Tornado Damage to your Granbury Roof? Call 214-838-3500 for Immediate Help!

Update: National Weather Service says early indications are the tornado that hit Granbury was a devastating EF-4

Update at 10:20 a.m.: Jesse Moore, a National Weather Service meteorologist in Fort Worth, says the survey team is reporting that the tornado that hit Granbury last night was an EF-4, the second-highest on the Enhanced Fujita scale. Says Moore, the storm packed winds between 166 and 200 miles per hour.

The full report is still due around 3 p.m.

Original item posted at 6:59 a.m.: Early reports put the number of tornadoes that struck North Texas overnight at 10, but for now that’s just an estimate, says the National Weather Service, which will not be able to confirm that number until investigators reach Hood, Johnson, Ellis and Montague Counties and others impacted by the supercells.

“We know Hood County and Johnson County and Montague County for sure,” says Steve Fano, a meteorologist with the NWS in Fort Worth. “Ellis we’re waiting on, and we may also have one in Wise, and, for now, we’re not sure of the others. We’ll be out to access the situation this morning.”

Fano says three teams will be deployed to the areas impacted; they leave at 8:30 a.m. Usually, investigators try to determine whether damage was tornadic or caused by straight-line winds. But this time, says Fano, “It’ll be more cut-and-dried.” They’ll also measure the strength of the tornadoes, in part by looking at the damage as well as the structural integrity of what was impacted.

Our Tom Fox caught the back of the tornado-producing storm as it passed State Highway 67 west of Cleburne Wednesday night.

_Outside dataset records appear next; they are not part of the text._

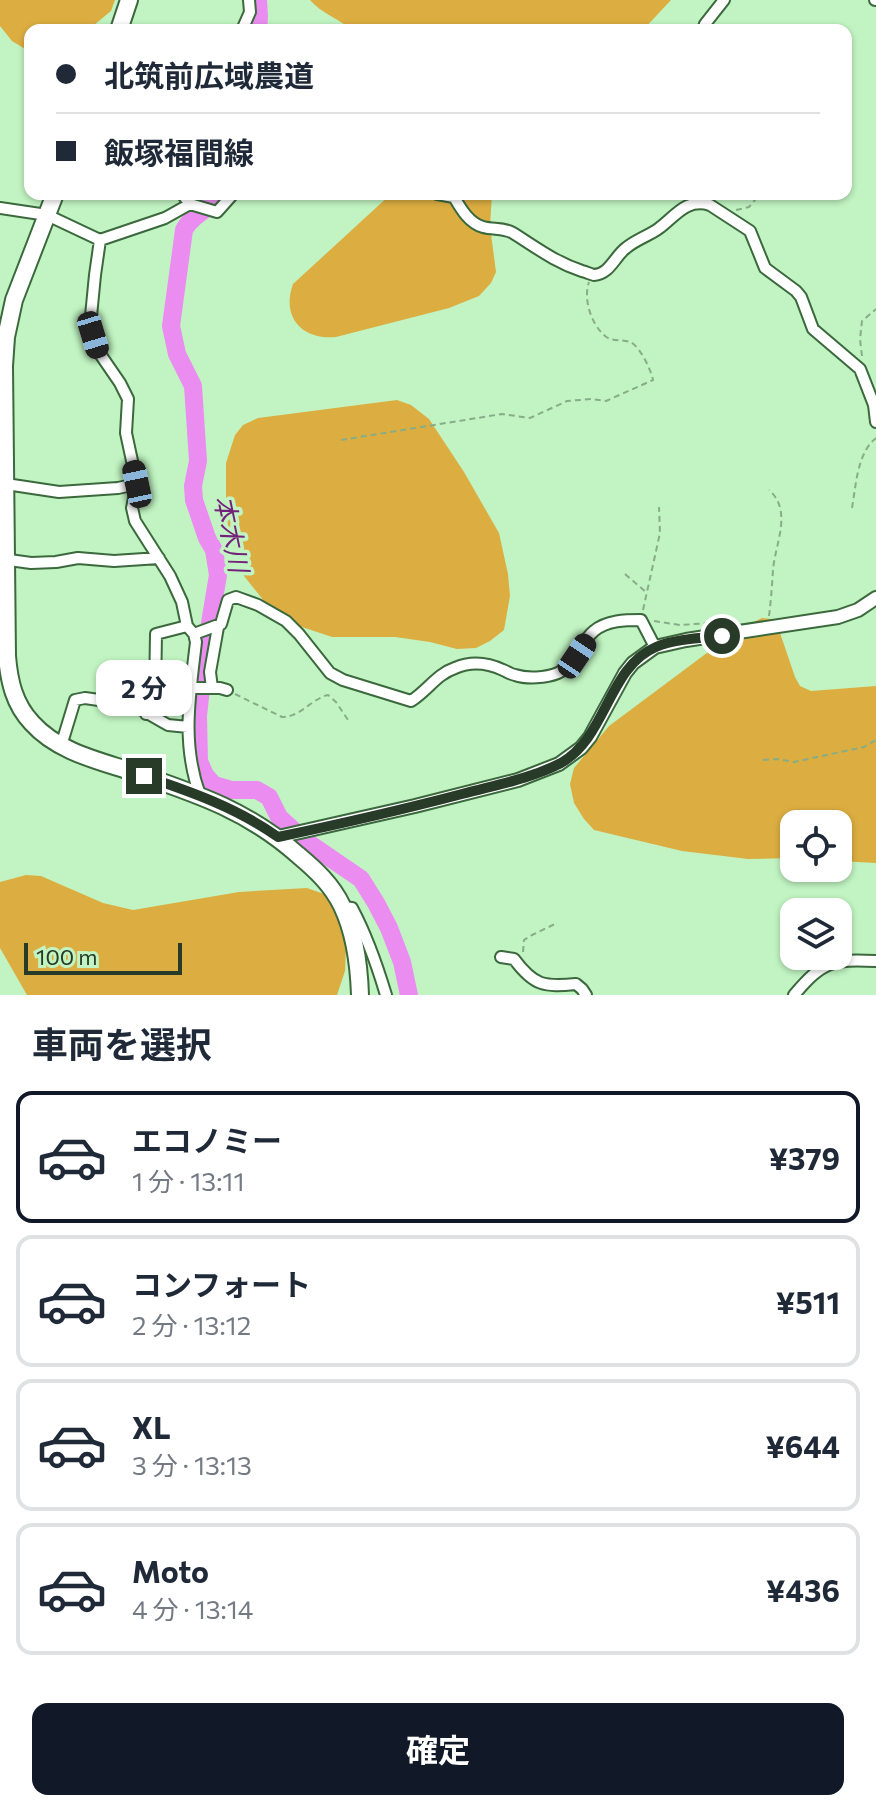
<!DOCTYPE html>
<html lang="ja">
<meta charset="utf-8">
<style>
:root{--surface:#fff;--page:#f6f6f7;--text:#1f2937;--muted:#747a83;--line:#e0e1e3;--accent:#111827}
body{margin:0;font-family:Commissioner,"Noto Sans JP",sans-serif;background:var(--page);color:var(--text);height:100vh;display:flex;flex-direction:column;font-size:30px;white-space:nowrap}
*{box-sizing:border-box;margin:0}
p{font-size:26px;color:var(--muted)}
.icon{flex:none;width:44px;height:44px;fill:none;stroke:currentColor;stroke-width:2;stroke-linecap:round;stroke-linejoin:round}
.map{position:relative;height:995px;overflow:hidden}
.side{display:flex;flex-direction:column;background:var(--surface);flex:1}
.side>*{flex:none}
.guide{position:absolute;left:24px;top:24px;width:828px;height:176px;border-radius:16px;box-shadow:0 2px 6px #0004;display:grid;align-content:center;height:176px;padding:0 32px;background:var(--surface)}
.fabs{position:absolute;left:780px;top:810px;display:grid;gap:16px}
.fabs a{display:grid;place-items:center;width:72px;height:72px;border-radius:16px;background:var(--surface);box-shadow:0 2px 6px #0004;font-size:40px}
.scale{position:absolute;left:24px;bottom:20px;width:158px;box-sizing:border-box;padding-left:8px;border:4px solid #273b28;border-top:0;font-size:22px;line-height:28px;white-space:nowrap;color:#273b28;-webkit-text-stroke:6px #c1f4c2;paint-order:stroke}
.end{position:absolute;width:36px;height:36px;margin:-18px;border:10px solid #273b28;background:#fff;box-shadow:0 0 0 4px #fff}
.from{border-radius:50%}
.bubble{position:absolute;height:56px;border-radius:16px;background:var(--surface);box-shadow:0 2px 6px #0004;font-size:26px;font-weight:700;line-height:56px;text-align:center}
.car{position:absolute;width:24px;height:48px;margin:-24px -12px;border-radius:10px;box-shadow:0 0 6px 2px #0007;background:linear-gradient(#222 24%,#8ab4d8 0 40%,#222 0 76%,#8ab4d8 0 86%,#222 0)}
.guide b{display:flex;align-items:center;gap:28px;height:76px;font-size:30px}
.guide b+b{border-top:2px solid var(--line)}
.guide i{width:20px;height:20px;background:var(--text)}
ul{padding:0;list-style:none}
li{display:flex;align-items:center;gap:24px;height:132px;margin:0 16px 12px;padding:0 16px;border:4px solid var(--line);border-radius:16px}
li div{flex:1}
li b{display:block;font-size:30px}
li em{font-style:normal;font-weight:700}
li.on{border-color:var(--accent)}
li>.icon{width:72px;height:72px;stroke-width:1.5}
h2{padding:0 32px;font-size:36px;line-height:96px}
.primary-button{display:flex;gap:16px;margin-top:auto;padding:16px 32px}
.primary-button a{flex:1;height:92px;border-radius:16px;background:var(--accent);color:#fff;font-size:32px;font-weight:700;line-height:92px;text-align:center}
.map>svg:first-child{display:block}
</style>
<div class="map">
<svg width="876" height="995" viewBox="0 0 876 995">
<rect width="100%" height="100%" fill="#c1f4c2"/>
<path fill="#dcae41" d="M0,0H115L111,11L88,30H30V52L12,41L0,26Z
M310,0H671L643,30H352C339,19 321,13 310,0Z
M391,194H492L490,226L496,272L491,283L479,296L449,308L336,337C302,340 281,317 293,284Z
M397,400L411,405L429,419L464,472L499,533L508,574L510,596L504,630L490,641L476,648L457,649L430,642L395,637H332L290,623L268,606L244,576L228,526L226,508V463L235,435L243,425L258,418Z
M762,618L771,619L778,627L795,677L800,686L811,691L876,686V863L838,861V824H794V858L748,859L682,851L594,830L584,819L574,803L570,784L574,768L609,726L739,629Z
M26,875L41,876L103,903L133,910L239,892L307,888L324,894L344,912L347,926L345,971L337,995H27L0,948V882Z"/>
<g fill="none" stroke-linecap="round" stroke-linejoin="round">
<path stroke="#eb8df0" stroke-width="18" d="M258,0L259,16L258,30
M224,194C212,207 191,215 184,230L171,326L177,354L193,386L198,461L193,486L194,500L207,538L214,550L218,575L204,659L198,716L199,761L205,775L214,785L231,790H257L269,797L279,817L304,840L361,879L376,903L389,928L402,962L409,995"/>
<g stroke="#3b683d" stroke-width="14">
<path id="minor" d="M875,0H876
M242,30L250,12L249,0
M703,30L705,24L724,0
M182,194L190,204
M437,194L454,197L458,194
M454,197C461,209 469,223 483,227C494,230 503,227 513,233C537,248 555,262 582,271C583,271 593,275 594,275C610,274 615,256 626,248C635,240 648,236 658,229C674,218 686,197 710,205L750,231L765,268L796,291L801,297L813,329L860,369L874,405L876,422
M0,208L47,215L100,240L95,275L91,316L93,335L98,351L120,383L128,399L126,433L137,484L132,508L135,521L170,576L182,602L187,626L194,634L196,642C190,694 181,744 200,795
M100,240L165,218L190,204L217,212L233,194
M6,484L59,492L118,488L137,484
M2,559L31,563L56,562L78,558L114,561L159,558
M194,634L221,624L228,600L236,597L258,605L286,621L299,634L330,673L343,680L411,701C427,691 437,674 455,668C471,661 488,663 503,670C508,672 510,674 515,675C527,679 546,678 558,673C577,664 580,642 594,631C607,620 626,620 641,620L655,647
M191,688H220L227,690
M212,688L210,672L218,627
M146,714L155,695L156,634L187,626
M61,746L75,700L85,698L133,705L168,725L188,727
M343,907L352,908C367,936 377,965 386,995
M501,957L514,959C534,986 544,987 576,984L582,989L586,995
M794,995C823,961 832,959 876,961"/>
</g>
<g stroke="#3b683d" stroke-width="16">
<path id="tertiary" d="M278,837L415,806L518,780L559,764L581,748L590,737L625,673L633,663L655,647L686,640L838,617L858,610L876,598"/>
</g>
<g stroke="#3b683d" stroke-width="20">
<path id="primary" d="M119,30L129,0
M55,194L14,300L6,337L4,366L7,656C9,681 14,704 32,723C57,751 96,760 130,771C194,793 246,809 298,855C316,870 332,885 342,906C355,933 359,965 360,995"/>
</g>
<path stroke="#86ad87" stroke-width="2" stroke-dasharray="6 4" stroke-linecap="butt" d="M736,210L749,207L760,194
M862,356L860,339L862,321L876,309
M341,440L502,414L530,418L567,401L592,399L606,401L653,380C651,370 640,346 630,342C622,339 612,342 605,336C591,324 583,299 589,282
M852,508C856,486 857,453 876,438
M625,574L646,592
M643,610L660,533L659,507
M769,616C771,601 772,585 773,570C775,544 793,511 769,490
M654,621L680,625L711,623
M235,694L282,717C301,717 311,699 328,695L336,702L350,723
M763,760L778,759L794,762L864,747L876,740
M523,952L524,940L532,935L557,923"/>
<use href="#minor" stroke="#fff" stroke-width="10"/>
<use href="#tertiary" stroke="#fff" stroke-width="12"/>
<use href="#primary" stroke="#fff" stroke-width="16"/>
</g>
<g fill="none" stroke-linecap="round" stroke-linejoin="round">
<path stroke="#273b28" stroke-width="10" d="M144,776C192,792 237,808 278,837C340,824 401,810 462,794C495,785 530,779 561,763C607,737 608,667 656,647C674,639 702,638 722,636"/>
</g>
<g text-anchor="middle" stroke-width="7" stroke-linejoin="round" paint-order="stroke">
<g font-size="26" font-style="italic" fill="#74217a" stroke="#c1f4c2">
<text transform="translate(231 534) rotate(78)" y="9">本木川</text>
</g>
</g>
</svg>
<div class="fabs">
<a><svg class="icon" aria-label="locate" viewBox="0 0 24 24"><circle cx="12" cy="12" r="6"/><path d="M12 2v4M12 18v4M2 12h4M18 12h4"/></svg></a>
<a><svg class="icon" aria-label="layers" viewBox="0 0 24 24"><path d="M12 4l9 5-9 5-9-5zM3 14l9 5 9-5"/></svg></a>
</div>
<div class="scale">100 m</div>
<i class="end from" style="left:722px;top:636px"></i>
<i class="end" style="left:144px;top:776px"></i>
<div class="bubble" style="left:96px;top:660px;width:96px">2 分</div>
<i class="car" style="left:93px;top:335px;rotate:163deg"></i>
<i class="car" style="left:137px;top:484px;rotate:348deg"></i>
<i class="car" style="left:577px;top:656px;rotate:34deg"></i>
<div class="guide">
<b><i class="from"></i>北筑前広域農道</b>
<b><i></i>飯塚福間線</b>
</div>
</div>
<section class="side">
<h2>車両を選択</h2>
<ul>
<li class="on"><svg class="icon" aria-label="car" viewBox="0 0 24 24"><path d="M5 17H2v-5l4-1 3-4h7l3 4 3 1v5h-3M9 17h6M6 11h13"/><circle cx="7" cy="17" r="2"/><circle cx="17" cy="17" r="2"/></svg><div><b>エコノミー</b><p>1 分 · 13:11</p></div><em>¥379</em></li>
<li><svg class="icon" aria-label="car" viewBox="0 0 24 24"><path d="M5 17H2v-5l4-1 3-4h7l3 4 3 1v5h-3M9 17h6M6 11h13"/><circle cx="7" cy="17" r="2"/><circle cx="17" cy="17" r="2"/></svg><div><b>コンフォート</b><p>2 分 · 13:12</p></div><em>¥511</em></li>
<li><svg class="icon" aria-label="car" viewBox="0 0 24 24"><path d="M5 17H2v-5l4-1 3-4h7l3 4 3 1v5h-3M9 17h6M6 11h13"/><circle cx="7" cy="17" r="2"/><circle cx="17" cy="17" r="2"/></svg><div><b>XL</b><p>3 分 · 13:13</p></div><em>¥644</em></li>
<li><svg class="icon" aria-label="car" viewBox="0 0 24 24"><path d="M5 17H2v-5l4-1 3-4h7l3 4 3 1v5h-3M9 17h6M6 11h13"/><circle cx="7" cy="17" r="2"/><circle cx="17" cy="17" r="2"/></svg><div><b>Moto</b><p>4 分 · 13:14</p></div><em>¥436</em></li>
</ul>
<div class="primary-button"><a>確定</a></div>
</section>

Investigators will also look at the path of the damage left in the storms’ wake: “how wide it is, how long the tornado was on the ground, did it lift and come back down. And they’ll talk with emergency officials and eyewitnesses.”

A report, Fano says, will be issued at 3 p.m. today.

Wednesday afternoon, forecasters weren’t predicting tornadoes: When the severe thunderstorm warning was issued for much of North Texas at 3:30 p.m. yesterday, a NWS meteorologist said it would be “too cool” for tornadic activity. The prediction was for spotty but heavy storms with a chance of hail that could grow to the size of golf balls.

Fano says the tornado that sprang up in Montague County two hours later wasn’t much of a surprise: Forecasters had warned of severe weather to the northwest of Dallas-Fort Worth, where it was much warmer than it had been closer to Dallas-Fort Worth, which had just seen some heavy rain.

Says Fano, the ingredients were in place for strong storms, but the turning point came when a trough of low pressure north and west stretching from Oklahoma to Abilene strengthened during the late afternoon and early evening hours dropped further south than initially expected.

“The surface winds became a lot more southeasterly,” says Fano, “and then you had winds from the west higher up. As you get closer to the surface they’re turning counterclockwise. When you hear us talk about low-level wind shear, that’s what we’re talking about — and that’s an important ingredient in creating a tornado. That was the key factor in this transitioning from more of a hail and straight-line threat to multiple supercell storms with tornadoes.”

There was one other factor: The NWS had initially anticipated North Texas would get more rain Wednesday morning, which would have stabilized the air in advance of the sinking trough. But that didn’t happen: Most folks saw nothing — maybe a sprinkle or two.

“And that also changed our thinking,” says Fano. “When it comes to surface observations, we don’t have a dense enough network to see these things evolve as quickly as we’d like to. The computer models can’t resolve it. Us doing analysis hour by hour, only then it become apparent we’re transitioning. Sever weather can change modes just like that — and it does often.”